Milton Hall’s Days are Numbered

Photo courtesy of NMSU Building Information.

Photo courtesy of NMSU Building Information.

For NMSU students, Milton Hall, located between the International Mall and Frenger Street is home. Whether their emphasis of study is broadcast journalism, news editorial, photojournalism, animation or anything else related to the field, there is never a dull moment in the deep-rooted building. From online news publication, Kokopelli, to the live broadcast, News 22, there is always something going on inside Milton Hall.

However, very few know about the long-standing history of the building.

According to the NMSU library archives, Milton Hall, which opened its doors in 1948, was named after the University’s former president Hugh M. Milton. The building originally opened as the campus’ student union building before Corbett Student Union Center was built in 1968. Milton Hall then had a dining hall, private dining room, student lounges, a faculty lounge, canteen, ball room, book store, laundry rooms, barber and beauty shop, and a bowling alley.

Chancellor Garrey Carruthers started attending NMSU in 1957 and obtained his bachelor’s and master’s degrees at the institution. Milton Hall was the student union building during this time.
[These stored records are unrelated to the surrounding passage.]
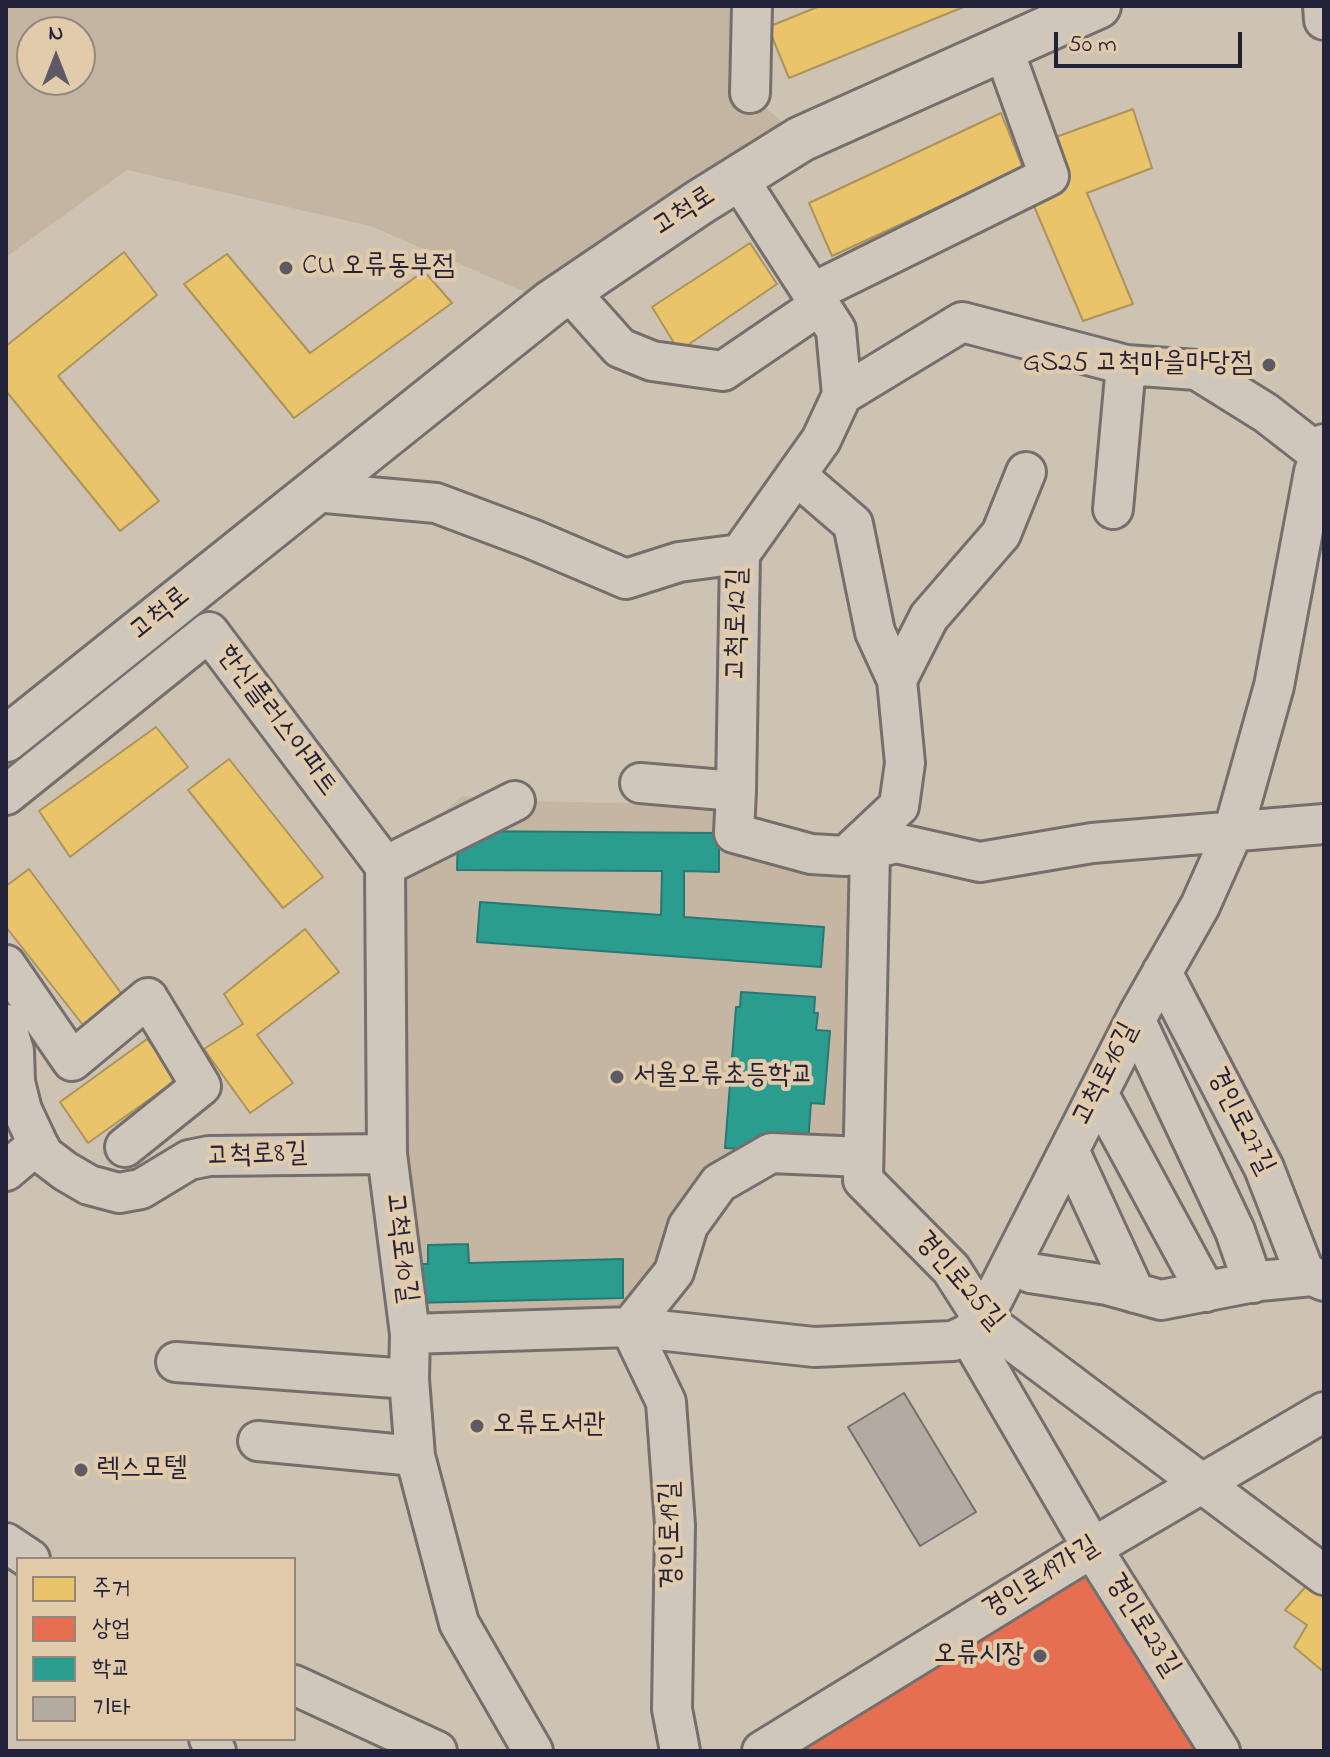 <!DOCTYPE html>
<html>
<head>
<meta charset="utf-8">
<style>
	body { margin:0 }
	#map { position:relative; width:1330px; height:1757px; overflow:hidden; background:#cec3b3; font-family:"Indie Flower","Poor Story",sans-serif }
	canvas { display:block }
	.frame { position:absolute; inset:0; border:8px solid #22223b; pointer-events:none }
	.legend { position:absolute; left:16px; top:1557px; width:280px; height:184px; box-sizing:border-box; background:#e2cbab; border:2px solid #95877e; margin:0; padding:10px 14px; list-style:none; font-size:24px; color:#22223b }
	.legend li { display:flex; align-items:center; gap:16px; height:40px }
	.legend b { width:40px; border:2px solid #95877e }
	.north { position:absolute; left:16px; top:16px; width:80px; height:80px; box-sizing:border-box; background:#e2cbab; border:2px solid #95877e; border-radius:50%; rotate:0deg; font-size:22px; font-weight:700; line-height:32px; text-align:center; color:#22223b }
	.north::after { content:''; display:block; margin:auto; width:28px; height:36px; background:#5e5a65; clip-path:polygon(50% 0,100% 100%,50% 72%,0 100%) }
	.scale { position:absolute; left:1054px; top:32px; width:188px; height:36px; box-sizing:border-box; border:4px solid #22223b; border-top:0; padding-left:10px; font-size:24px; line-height:28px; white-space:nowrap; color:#22223b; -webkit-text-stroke:6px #e2cbab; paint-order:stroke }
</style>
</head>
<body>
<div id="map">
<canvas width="1330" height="1757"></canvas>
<div class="frame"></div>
<ul class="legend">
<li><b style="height:22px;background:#e9c46a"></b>주거</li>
<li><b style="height:22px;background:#e76f51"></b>상업</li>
<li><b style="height:22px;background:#2a9d8f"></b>학교</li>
<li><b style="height:22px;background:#b3aba1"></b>기타</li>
</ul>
<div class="north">N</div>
<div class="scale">50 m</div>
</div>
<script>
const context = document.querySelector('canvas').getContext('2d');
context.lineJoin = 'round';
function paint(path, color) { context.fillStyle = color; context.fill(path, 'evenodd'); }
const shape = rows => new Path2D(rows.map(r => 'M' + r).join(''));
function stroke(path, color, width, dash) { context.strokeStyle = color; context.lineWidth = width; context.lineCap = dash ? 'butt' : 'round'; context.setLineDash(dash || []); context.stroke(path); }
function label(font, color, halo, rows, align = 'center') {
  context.font = font + ' "Indie Flower","Poor Story",sans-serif'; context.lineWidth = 8; context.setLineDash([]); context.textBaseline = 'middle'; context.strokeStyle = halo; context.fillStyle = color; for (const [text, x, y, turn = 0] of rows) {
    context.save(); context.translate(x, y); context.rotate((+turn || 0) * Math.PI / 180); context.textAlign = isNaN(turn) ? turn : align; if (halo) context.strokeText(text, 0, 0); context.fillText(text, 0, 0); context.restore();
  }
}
const built = shape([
	[637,788,726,794,728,837,853,867,846,1149,719,1183,630,1327,410,1334,385,866,462,796,515,801,629,803]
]);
const green = shape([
	[6,6,752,6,750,93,801,139,551,303,370,226,127,170,6,257],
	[32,32,80,32,80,80,32,80]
]);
const homes = shape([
	[820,6,966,6,789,78,768,27,820,6],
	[1133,109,1152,168,1087,193,1133,304,1083,321,1028,192,1069,177,1056,137,1133,109],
	[1001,113,1023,168,832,256,809,203,1001,113],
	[750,243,777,284,679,351,652,307,750,243],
	[124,252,157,295,58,376,159,501,120,531,6,391,6,346,124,252],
	[227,254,310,353,424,271,452,303,294,418,184,284,227,254],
	[156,727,188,767,70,857,39,811,156,727],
	[229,759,323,877,283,908,188,790,229,759],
	[29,869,124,997,83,1025,6,927,6,886,29,869],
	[305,929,339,972,257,1035,293,1083,250,1113,204,1049,243,1024,224,994,305,929],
	[147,1039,178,1079,88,1143,60,1102,147,1039],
	[1308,1584,1324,1595,1324,1672,1294,1647,1307,1625,1285,1610,1308,1584]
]);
const shops = shape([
	[1088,1560,1197,1751,787,1751,1088,1560]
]);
const schools = shape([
	[458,831,719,833,719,872,684,871,684,917,824,927,821,967,477,942,480,902,661,915,662,871,457,870,458,831],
	[741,992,815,997,814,1013,818,1013,816,1030,830,1031,824,1104,811,1103,808,1143,754,1140,754,1150,725,1148,736,1007,740,1007,741,992],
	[468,1244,469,1263,623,1259,623,1298,411,1303,410,1264,428,1264,428,1245,468,1244]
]);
const building = shape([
	[904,1393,976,1512,920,1546,848,1427,904,1393]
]);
const minor = shape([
	[1323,6,1324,20],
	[750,93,752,6],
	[569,291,620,348,652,361,723,371,820,305],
	[812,293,1049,176,1003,48],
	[842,395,962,322,1126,365,1197,370,1266,413,1320,455],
	[796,475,853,524,875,632,897,680,905,763,899,806,850,852],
	[315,492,436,503,532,539,626,579,679,562,740,554],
	[1113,509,1126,365],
	[897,680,929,617,1001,534,1026,472],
	[640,783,736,791,734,833,811,854,845,856,896,843,980,862,1092,843,1324,824],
	[736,791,740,554,821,440,842,395,836,330,738,178],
	[6,795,209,632,385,866],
	[870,851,863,1180,951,1269,983,1319,1324,1575],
	[385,866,387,1154,410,1334,409,1379,415,1456,459,1623,533,1751],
	[385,866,515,801],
	[6,965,72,1061,148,998,201,1086,125,1147],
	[1162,972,1264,1168,1306,1276],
	[1136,1021,1235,1231,1253,1283],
	[6,1024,14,1051,15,1082,22,1110,38,1144,44,1155,65,1171,89,1185,119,1193,141,1189,189,1160,209,1156,387,1154],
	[1098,1093,1206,1292],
	[1069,1150,1135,1293],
	[6,1171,38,1144],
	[1013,1260,1030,1273,1107,1285,1161,1300,1259,1281,1312,1276,1324,1281],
	[410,1334,630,1327,814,1347,953,1341,968,1334,983,1319,1138,1015,1200,906,1233,832,1274,686,1314,472,1324,444],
	[968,1334,1099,1559,1220,1751],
	[176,1362,409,1379],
	[258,1441,415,1456],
	[6,1543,30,1559],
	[294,1685,437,1751],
	[209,1739,216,1751],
	[680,1751,672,1709,675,1525,666,1402,630,1327,674,1272,688,1226,719,1183,771,1153,863,1157],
	[762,1751,1092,1548,1324,1412]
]);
const major = shape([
	[6,739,551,303,700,202,801,139,1098,6]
]);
const markers = [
	[286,268,8,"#5e5a65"],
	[1269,365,8,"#5e5a65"],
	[617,1077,8,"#5e5a65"],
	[477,1426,8,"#5e5a65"],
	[81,1470,8,"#5e5a65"],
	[1040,1656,8,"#5e5a65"]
];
const streetNames = [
	["고척로",685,213,-33],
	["고척로",161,615,-39],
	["고척로12길",739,624,-89],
	["한신플러스아파트",276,722,53],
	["고척로16길",1107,1075,-63],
	["경인로27길",1239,1122,63],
	["고척로8길",257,1157,-2],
	["고척로10길",399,1248,83],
	["경인로25길",958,1282,49],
	["경인로19길",673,1535,-91],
	["경인로19가길",1042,1579,-32],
	["경인로23길",1141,1626,58]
];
const poiNames = [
	["CU 오류동부점",302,268],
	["GS25 고척마을마당점",1253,365,"right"],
	["서울오류초등학교",633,1077],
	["오류도서관",493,1426],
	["렉스모텔",97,1470],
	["오류시장",1024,1656,"right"]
];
paint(built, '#c5b6a3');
paint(green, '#c4b5a2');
paint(homes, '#e9c46a');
stroke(homes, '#ad935c', 2);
paint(shops, '#e76f51');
stroke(shops, '#ac584a', 2);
paint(schools, '#2a9d8f');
stroke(schools, '#287876', 2);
paint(building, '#b3aba1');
stroke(building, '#746f6d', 2);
stroke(minor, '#746f6d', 44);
stroke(major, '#746f6d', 50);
stroke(minor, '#d0c7bc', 38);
stroke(major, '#d0c7bc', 44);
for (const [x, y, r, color] of markers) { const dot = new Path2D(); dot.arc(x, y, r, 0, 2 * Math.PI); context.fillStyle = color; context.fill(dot); stroke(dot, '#e2cbab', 3); }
label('28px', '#22223b', '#e2cbab', streetNames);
label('28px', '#22223b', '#e2cbab', poiNames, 'left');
</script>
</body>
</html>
Carruthers, who was also a professor at NMSU, remembers Milton Hall as the hub for all student activity outside of the classroom. He said that it was the only place to eat on campus, contrast to today’s campus which offers 13 different food locations.

“On the north end [of the building], where there’s a news station now, there was a stage,” Carruthers pointed out. “That was the site of our monthly country/western dance.” The Aggie Ramblers, a band in Las Cruces in those times, would come play for the students at these dances.

Although there have been many memories made, articles written and news broadcasts aired from Milton Hall, the future does not look bright for the dilapidated building.

“[Milton Hall] should be torn down,” Carruthers said. “I don’t think they’ll ever refurbish Milton Hall. That’s too much of a challenge.”

Carruthers said that it would be less expensive just to rebuild the building.

The University has a “master plan” for the Las Cruces campus as it pertains to what the administration wants the campus to look like. Milton Hall does not have a place in this plan.

According to Mary Lamonica, Ph.D., Head of the Department of Journalism located in Milton Hall, there are many problems with the building.

“This past summer with the heavy rains, we had nine rooms that leaked [in the building],” Lamonica, who has been teaching at NMSU since 2005 said.

Lamonica also pointed out that the building contains asbestos, a substance that was once widely used in construction but is now known as a cancer-causing material and lead paint on the walls. Mold has also been an issue in the building.

Hopes for preserving the building are long gone, as restoring Milton will cost much more than tearing down and rebuilding. Carruthers is very fond of the idea of destroying it all together.

“When I took this job, I used to say, ‘I’ve dreamed that on Christmas Eve, when everyone was home, celebrating Christmas and nobody was in Milton Hall, that it would fall down, and we would collect the insurance and build a new building,” Carruthers said, despite the many memories that he has made in the building.

In the “master plan”, Milton Hall and the parking lot between it and Corbett Center, will be torn out and a park would be put in its place.

According to Lamonica, the Journalism Department has had alumni offer to help monetarily to rebuild Milton Hall. However, there are not sufficient funds to do this.

Milton Hall has a deep history on the NMSU campus as the “old Corbett” and Journalism Department. However, although no date has been set, the building’s days of serving students are limited.